India’s Leverage Assessment Framework

Foreign Policy & Geopolitics
Published

July 6, 2026

Foreign Policy, Defence & Geopolitics strategy leverage

If leverage were purely a function of aggregate national power, Sri Lanka would have zero leverage over India. Yet both Sri Lanka and the Maldives routinely extract concessions from New Delhi.

Origin

Developed by Pranay Kotasthane in Anticipating the Unintended #348 (June 2026), drawing on David Baldwin’s relational theory of economic statecraft, the Keohane-Nye model of complex interdependence, and empirical analysis of contemporary supply-chain weaponisation.

What it says

Leverage is not about who is bigger. It is a product of three factors: the density of interrelationships between two states, the asymmetry of vulnerability in specific domains, and the willingness to endure short-term costs to establish long-term red lines.

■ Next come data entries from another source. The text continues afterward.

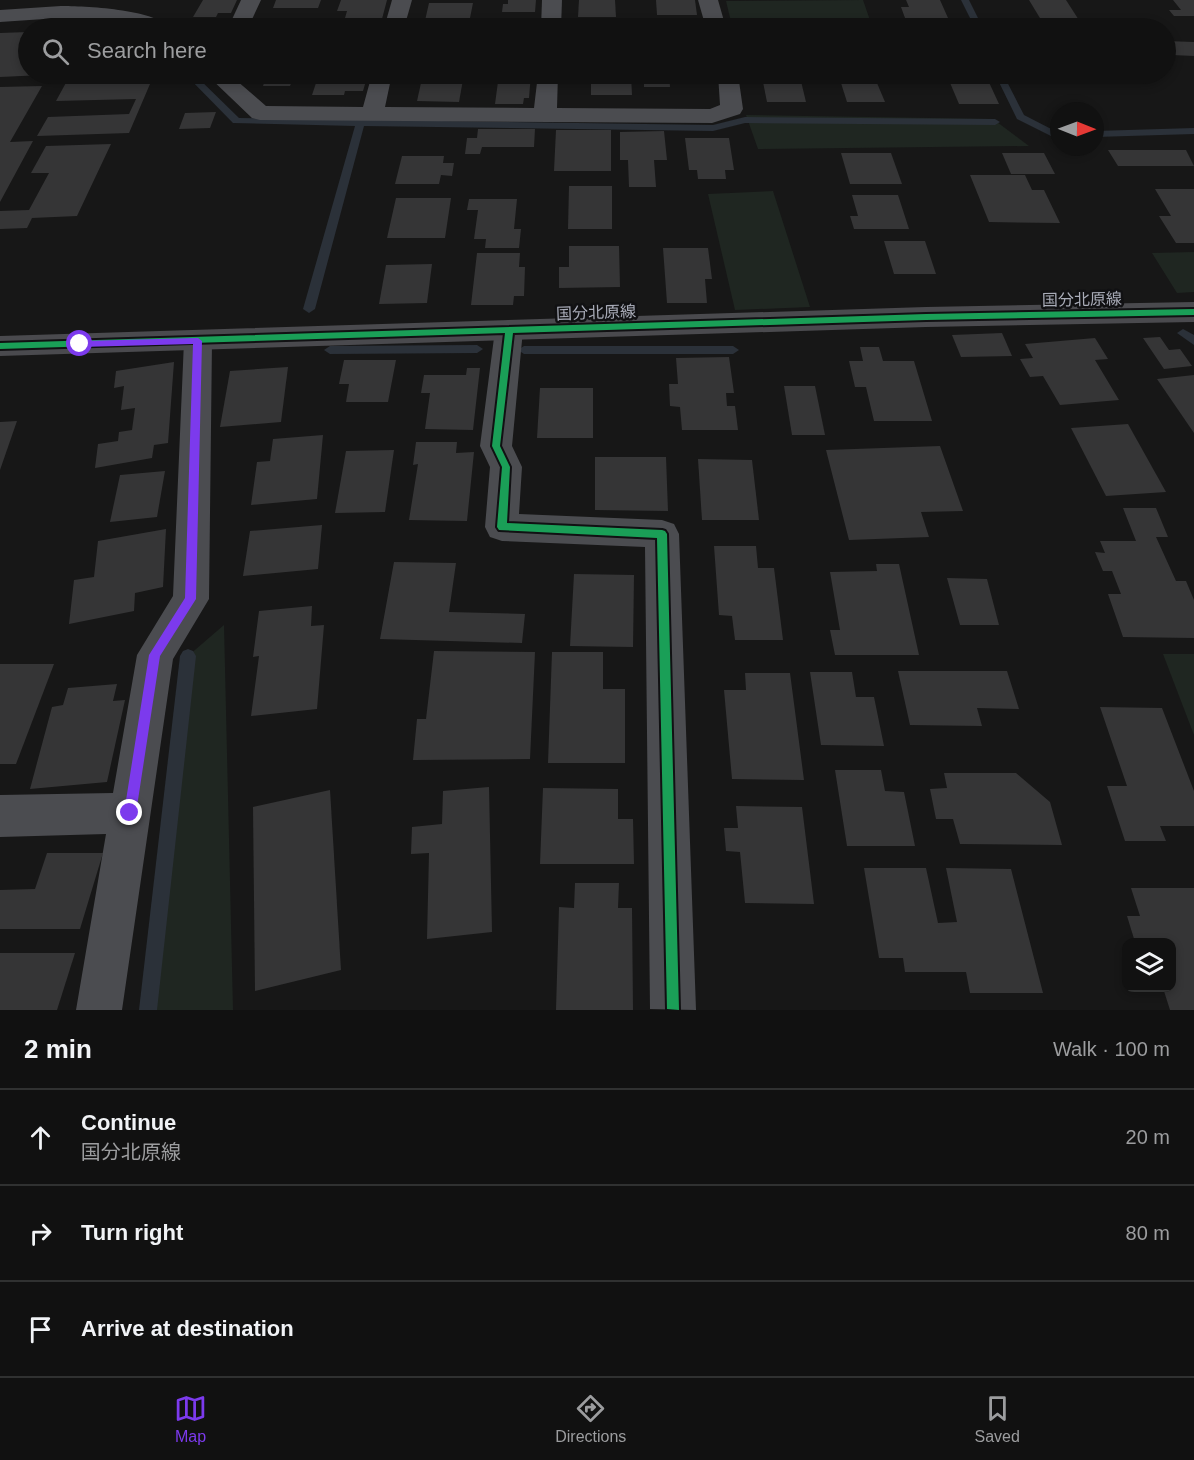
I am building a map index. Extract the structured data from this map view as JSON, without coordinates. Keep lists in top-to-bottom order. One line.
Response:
{"streets":{"street":["国分北原線"]},"north":"right","page":{"search":"Search here","heading":["2 min","Walk · 100 m"],"list":[["Continue","国分北原線","20 m"],["Turn right","80 m"],"Arrive at destination"],"nav":["Map","Directions","Saved"]}}
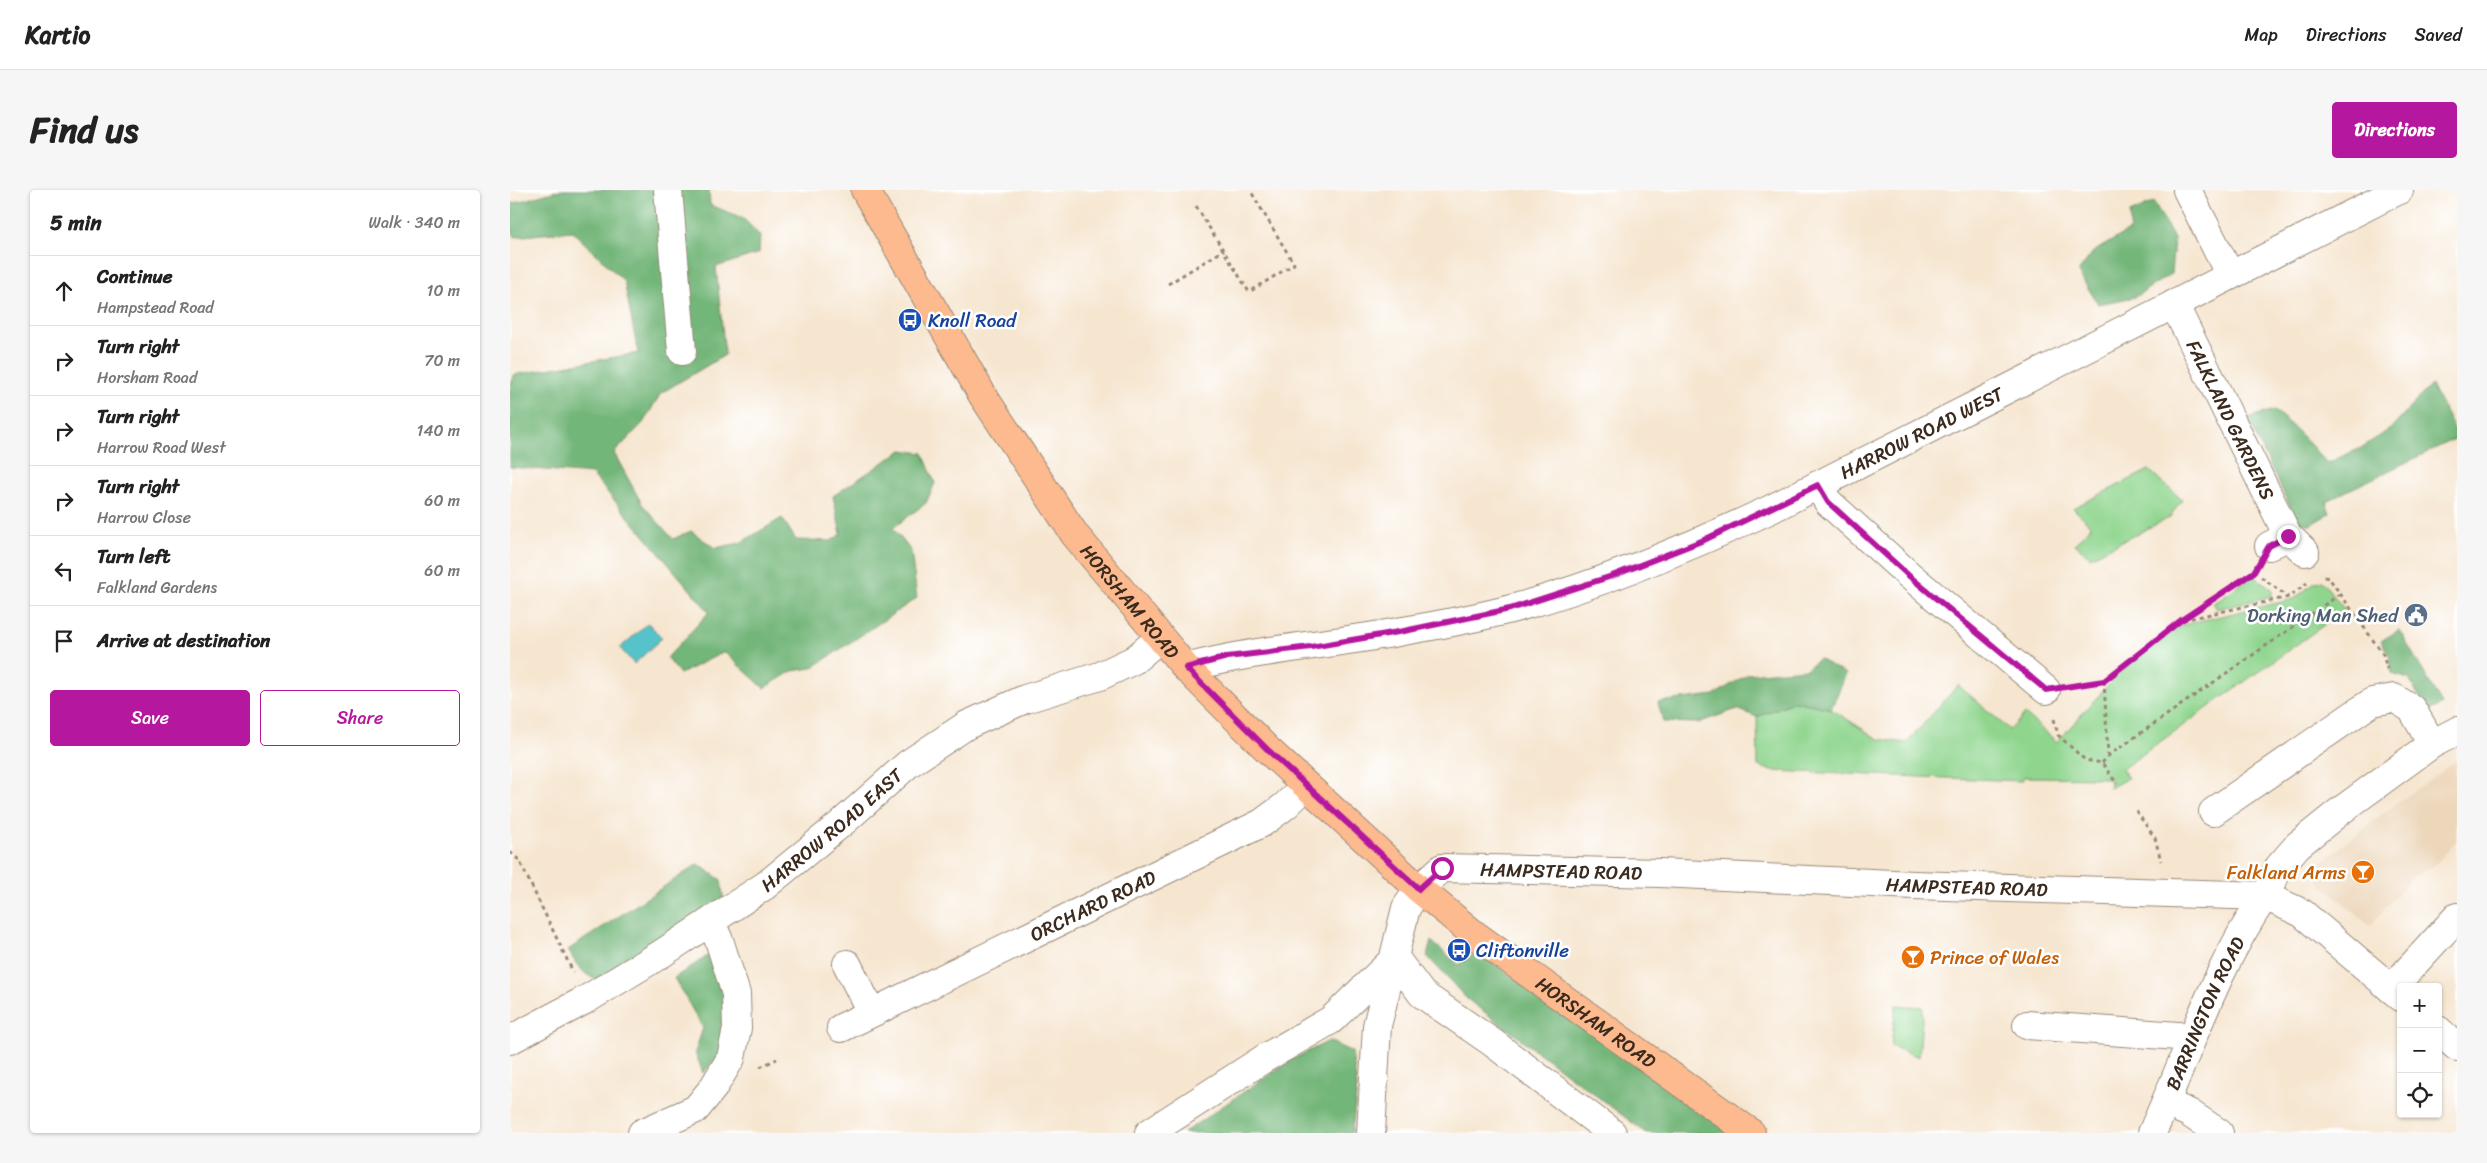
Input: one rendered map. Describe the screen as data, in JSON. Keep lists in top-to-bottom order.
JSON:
{
  "streets": {
    "main road": ["HORSHAM ROAD"],
    "street": [
      "FALKLAND GARDENS",
      "HARROW ROAD WEST",
      "HARROW ROAD EAST",
      "HAMPSTEAD ROAD",
      "ORCHARD ROAD",
      "BARRINGTON ROAD"
    ]
  },
  "crossings": [
    ["FALKLAND GARDENS", "HARROW ROAD WEST"],
    ["HARROW ROAD WEST", "HORSHAM ROAD"],
    ["HORSHAM ROAD", "HARROW ROAD EAST"],
    ["HORSHAM ROAD", "HAMPSTEAD ROAD"],
    ["HORSHAM ROAD", "ORCHARD ROAD"],
    ["HAMPSTEAD ROAD", "BARRINGTON ROAD"]
  ],
  "places": {
    "bus stop": ["Knoll Road", "Cliftonville"],
    "public building": ["Dorking Man Shed"],
    "bar": ["Falkland Arms", "Prince of Wales"]
  },
  "page": {
    "header": "Kartio",
    "nav": ["Map", "Directions", "Saved"],
    "title": "Find us",
    "buttons": [
      "Directions",
      ["Save", "Share"]
    ],
    "heading": ["5 min", "Walk · 340 m"],
    "list": [
      ["Continue", "Hampstead Road", "10 m"],
      ["Turn right", "Horsham Road", "70 m"],
      ["Turn right", "Harrow Road West", "140 m"],
      ["Turn right", "Harrow Close", "60 m"],
      ["Turn left", "Falkland Gardens", "60 m"],
      "Arrive at destination"
    ],
    "map_buttons": ["+", "−"]
  }
}
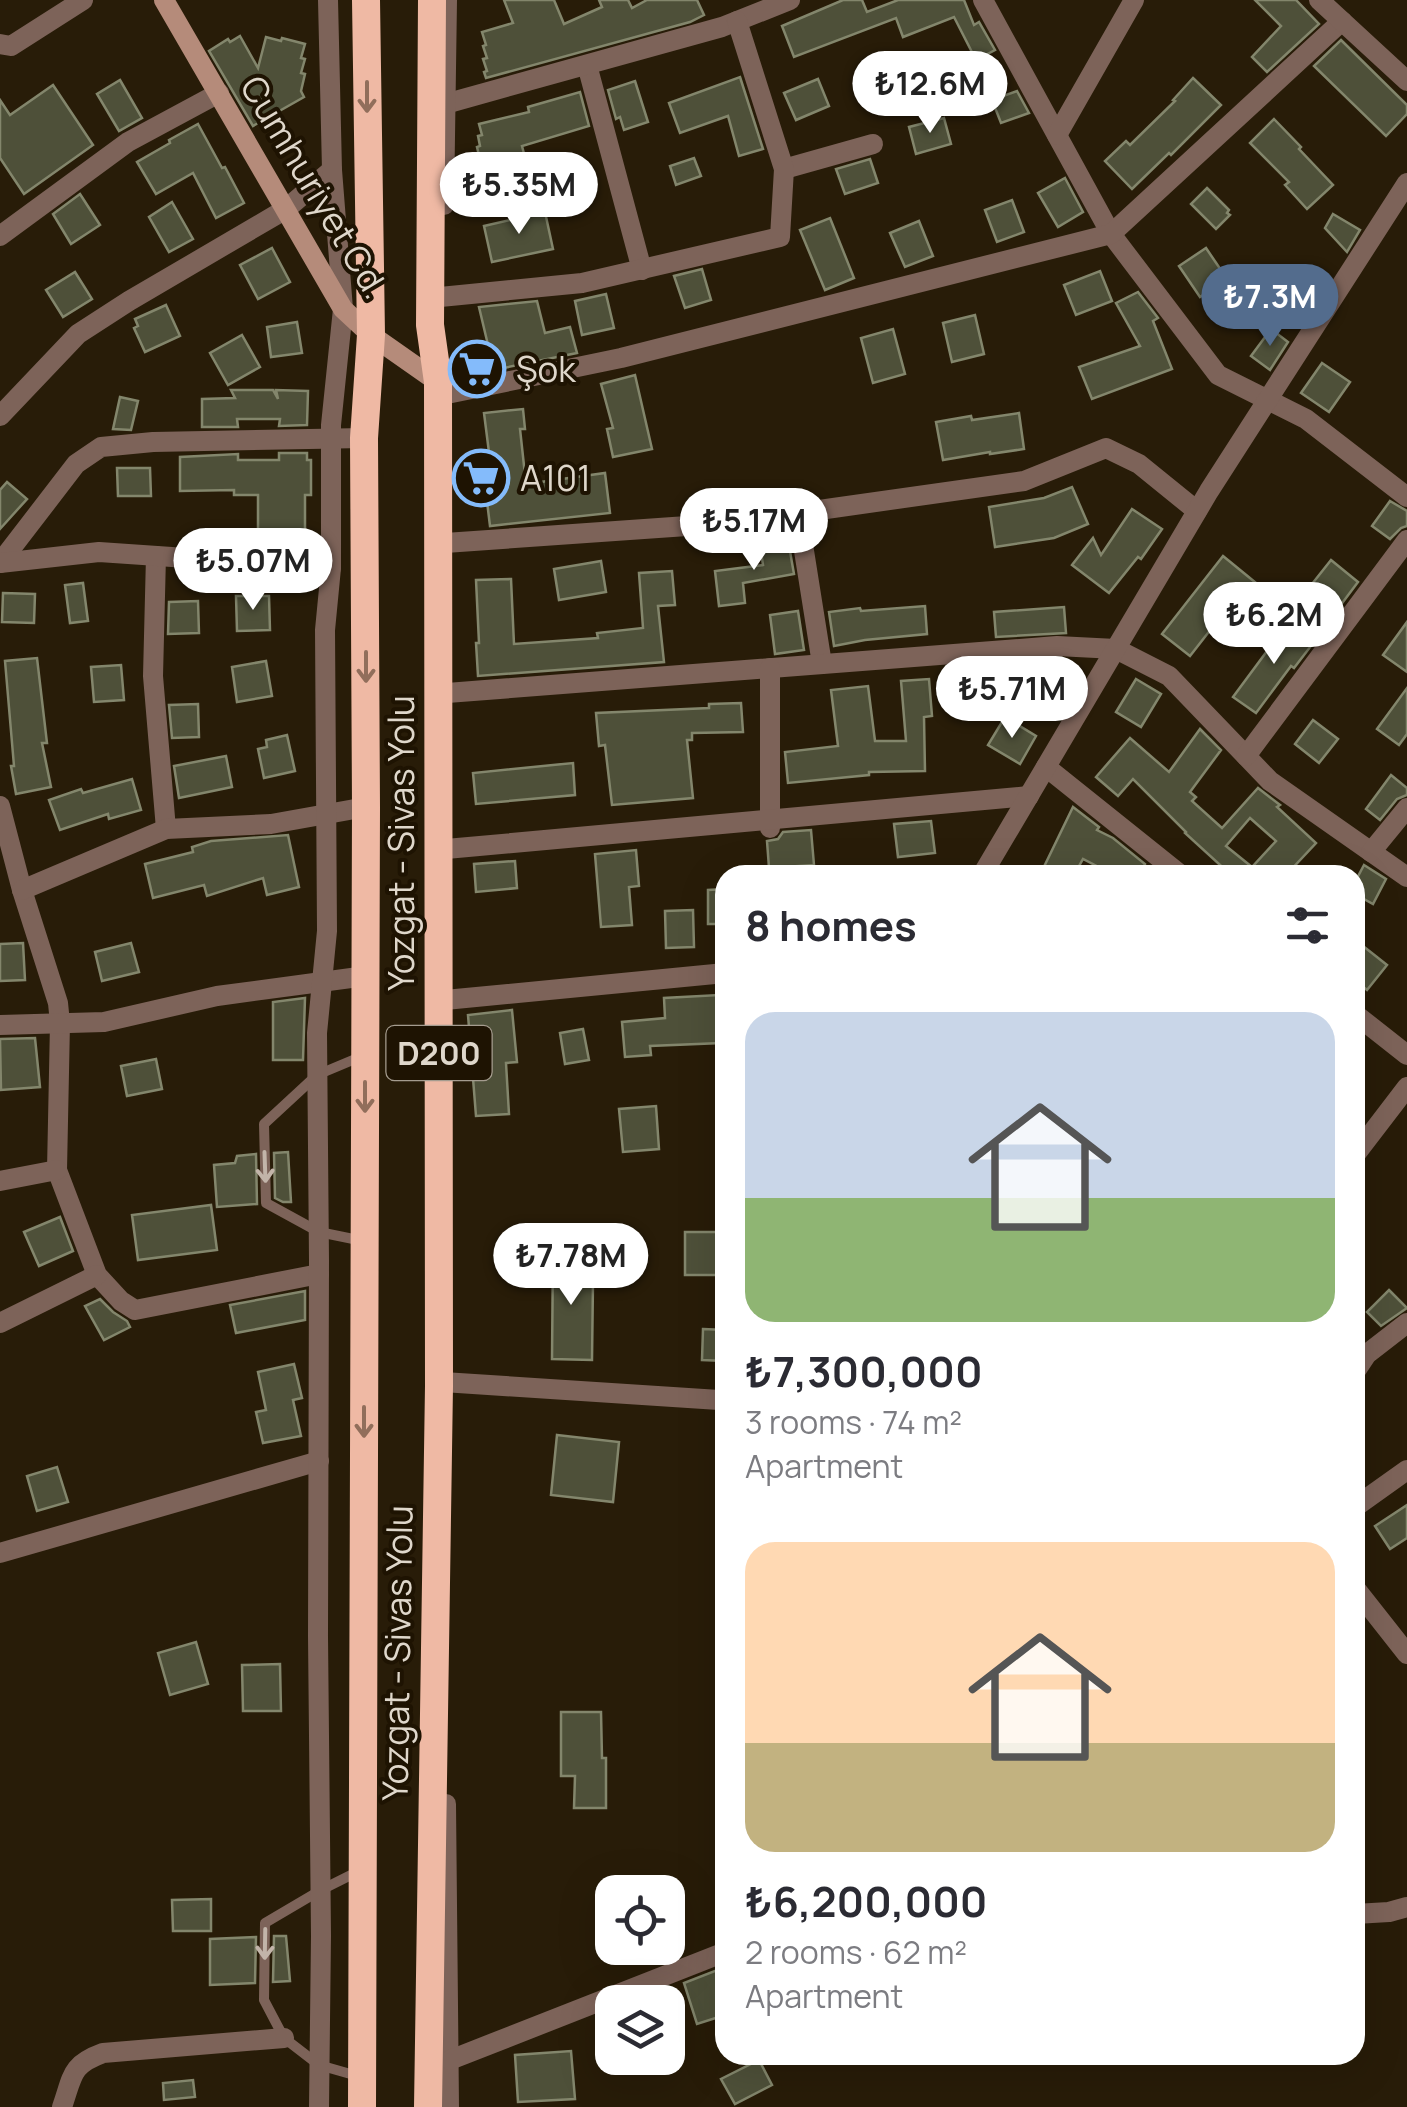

Seven factors determine whether a leverage action will succeed:

  1. Asymmetry of vulnerability — who suffers more in the specific domain?
  2. Political salience in the target state — does it generate domestic political pain?
  3. Target state’s substitutability — can India find alternatives if the target retaliates?
  4. Acting state’s substitutability — can the target replace what India provides?
  5. Reversibility — can India walk it back without permanent self-damage?
  6. Credibility impact — does it hurt India’s reputation with third parties?
  7. Signal clarity — does the action unambiguously communicate a red line?

The first two factors are the most important. They generate a 2×2 matrix: high/low asymmetry of vulnerability crossed with high/low political salience in the target state. Actions in the high-high quadrant have the best chance of success.

Applied

  • When deciding whether India should push back against trade coercion from a larger power.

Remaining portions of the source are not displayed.